--- EXERCISE INSTRUCTIONS ---
Copy each line below in which the string "stream" appears.

**** PROVIDED ENTRIES ****

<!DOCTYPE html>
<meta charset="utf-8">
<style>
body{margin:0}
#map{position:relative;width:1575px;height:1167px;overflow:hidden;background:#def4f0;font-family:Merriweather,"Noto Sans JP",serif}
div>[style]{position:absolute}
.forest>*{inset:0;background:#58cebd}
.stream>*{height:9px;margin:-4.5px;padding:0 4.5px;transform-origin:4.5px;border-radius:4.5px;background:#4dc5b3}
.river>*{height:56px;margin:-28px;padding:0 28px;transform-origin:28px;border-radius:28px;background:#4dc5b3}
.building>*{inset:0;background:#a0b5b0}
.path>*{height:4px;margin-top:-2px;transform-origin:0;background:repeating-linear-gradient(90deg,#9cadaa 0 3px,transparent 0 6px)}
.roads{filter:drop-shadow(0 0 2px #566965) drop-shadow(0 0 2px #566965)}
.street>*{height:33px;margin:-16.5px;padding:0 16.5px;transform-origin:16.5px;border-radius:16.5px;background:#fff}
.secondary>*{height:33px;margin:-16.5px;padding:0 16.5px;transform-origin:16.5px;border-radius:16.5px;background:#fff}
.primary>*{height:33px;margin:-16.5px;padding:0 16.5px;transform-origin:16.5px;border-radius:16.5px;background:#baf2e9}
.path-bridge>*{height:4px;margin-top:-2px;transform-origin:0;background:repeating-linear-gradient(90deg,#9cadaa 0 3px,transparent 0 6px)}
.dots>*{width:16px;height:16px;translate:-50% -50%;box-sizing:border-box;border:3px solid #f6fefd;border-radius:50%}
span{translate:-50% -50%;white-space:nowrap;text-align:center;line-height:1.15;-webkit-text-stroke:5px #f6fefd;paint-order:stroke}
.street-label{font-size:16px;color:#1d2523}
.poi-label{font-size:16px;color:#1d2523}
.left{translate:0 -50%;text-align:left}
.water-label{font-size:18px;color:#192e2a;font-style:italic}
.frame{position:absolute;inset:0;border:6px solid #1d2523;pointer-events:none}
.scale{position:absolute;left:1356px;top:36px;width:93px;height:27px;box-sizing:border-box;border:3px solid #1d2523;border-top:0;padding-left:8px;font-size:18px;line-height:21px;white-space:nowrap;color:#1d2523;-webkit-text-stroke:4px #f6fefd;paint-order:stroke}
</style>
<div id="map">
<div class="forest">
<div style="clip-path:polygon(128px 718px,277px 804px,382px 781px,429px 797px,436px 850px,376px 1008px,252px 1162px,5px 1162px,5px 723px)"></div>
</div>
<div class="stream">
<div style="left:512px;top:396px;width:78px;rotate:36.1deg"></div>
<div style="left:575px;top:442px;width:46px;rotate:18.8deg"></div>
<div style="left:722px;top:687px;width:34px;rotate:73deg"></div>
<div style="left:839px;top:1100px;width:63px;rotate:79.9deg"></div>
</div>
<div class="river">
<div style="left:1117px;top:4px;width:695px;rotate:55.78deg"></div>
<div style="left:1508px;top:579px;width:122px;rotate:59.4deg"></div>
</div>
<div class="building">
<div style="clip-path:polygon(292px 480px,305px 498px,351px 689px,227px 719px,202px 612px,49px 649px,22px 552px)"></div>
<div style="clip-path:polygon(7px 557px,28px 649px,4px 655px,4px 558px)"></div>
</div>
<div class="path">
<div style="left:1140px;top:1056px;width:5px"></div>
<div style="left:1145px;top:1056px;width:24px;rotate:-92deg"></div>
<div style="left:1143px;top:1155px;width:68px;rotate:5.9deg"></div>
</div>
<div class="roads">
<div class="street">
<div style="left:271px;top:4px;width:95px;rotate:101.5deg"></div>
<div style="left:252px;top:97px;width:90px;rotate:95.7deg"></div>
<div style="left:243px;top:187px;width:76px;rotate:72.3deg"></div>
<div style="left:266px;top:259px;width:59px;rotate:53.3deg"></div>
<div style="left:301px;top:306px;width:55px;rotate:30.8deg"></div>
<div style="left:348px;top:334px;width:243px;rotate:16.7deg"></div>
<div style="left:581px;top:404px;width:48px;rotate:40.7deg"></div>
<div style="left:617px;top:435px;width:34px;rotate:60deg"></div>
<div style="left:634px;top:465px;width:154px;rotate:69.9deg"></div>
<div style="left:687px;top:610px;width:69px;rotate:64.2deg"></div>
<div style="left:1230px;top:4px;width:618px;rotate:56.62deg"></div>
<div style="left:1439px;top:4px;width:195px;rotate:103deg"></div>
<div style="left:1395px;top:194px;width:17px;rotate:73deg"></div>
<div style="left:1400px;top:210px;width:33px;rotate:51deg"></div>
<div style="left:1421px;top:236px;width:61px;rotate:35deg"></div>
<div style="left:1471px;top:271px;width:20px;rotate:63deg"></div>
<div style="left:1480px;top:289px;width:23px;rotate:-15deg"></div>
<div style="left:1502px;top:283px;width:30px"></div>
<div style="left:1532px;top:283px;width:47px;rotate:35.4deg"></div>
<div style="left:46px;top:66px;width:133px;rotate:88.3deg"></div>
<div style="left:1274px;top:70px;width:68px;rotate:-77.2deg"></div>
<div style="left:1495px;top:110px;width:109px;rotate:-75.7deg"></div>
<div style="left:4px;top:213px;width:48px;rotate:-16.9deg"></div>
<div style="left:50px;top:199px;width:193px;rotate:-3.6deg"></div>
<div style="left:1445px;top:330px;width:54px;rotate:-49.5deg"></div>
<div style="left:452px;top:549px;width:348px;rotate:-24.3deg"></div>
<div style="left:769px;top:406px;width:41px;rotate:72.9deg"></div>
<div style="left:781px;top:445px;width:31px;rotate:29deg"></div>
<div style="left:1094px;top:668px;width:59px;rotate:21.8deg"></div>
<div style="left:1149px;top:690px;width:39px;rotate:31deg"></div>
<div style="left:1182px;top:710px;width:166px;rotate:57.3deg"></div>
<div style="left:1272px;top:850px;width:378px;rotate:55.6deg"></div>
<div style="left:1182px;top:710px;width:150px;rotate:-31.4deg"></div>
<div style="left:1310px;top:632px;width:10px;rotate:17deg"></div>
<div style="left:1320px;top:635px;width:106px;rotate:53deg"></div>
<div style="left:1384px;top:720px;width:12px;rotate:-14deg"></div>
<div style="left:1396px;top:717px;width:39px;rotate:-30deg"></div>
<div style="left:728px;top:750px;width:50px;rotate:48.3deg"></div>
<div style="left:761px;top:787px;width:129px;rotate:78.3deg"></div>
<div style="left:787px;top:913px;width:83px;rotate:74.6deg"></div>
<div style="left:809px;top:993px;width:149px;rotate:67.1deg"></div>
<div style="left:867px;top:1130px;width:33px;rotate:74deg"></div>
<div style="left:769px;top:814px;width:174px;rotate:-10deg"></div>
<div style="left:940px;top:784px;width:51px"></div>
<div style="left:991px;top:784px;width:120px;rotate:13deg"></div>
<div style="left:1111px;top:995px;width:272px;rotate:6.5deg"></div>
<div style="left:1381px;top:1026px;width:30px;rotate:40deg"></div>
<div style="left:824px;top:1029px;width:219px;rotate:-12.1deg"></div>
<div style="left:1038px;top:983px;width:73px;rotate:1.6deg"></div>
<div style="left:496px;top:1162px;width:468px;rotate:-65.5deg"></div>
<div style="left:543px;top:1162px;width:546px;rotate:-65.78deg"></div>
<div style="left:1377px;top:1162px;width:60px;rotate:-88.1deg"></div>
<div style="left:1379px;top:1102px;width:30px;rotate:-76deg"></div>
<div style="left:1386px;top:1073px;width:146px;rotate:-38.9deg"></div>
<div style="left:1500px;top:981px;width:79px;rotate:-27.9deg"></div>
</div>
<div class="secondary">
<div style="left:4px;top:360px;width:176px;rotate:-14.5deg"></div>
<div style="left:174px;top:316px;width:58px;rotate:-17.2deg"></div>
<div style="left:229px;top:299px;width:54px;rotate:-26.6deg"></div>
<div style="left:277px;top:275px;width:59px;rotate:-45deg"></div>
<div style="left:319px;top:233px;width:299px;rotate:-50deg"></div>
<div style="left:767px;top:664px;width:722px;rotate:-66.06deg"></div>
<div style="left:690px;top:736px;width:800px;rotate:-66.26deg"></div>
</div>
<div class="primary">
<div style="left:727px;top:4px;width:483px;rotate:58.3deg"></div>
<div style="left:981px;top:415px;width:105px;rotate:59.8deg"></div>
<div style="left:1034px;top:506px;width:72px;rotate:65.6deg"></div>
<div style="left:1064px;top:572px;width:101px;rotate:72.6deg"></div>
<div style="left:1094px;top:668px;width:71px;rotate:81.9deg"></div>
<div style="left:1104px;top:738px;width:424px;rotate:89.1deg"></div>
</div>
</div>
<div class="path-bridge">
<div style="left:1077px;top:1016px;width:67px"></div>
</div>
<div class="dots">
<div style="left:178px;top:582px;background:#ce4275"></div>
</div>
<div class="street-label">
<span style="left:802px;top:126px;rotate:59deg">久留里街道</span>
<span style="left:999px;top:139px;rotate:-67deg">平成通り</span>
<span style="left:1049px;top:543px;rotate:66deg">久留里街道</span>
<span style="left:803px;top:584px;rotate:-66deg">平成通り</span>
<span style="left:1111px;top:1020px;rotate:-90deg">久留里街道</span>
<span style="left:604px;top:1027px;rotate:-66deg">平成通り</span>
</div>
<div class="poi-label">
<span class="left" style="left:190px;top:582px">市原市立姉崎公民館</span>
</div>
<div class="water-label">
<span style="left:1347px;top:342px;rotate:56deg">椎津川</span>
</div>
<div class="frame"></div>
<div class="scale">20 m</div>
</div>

****

--- RESULT FOR THIS EXERCISE ---
.stream>*{height:9px;margin:-4.5px;padding:0 4.5px;transform-origin:4.5px;border-radius:4.5px;background:#4dc5b3}
<div class="stream">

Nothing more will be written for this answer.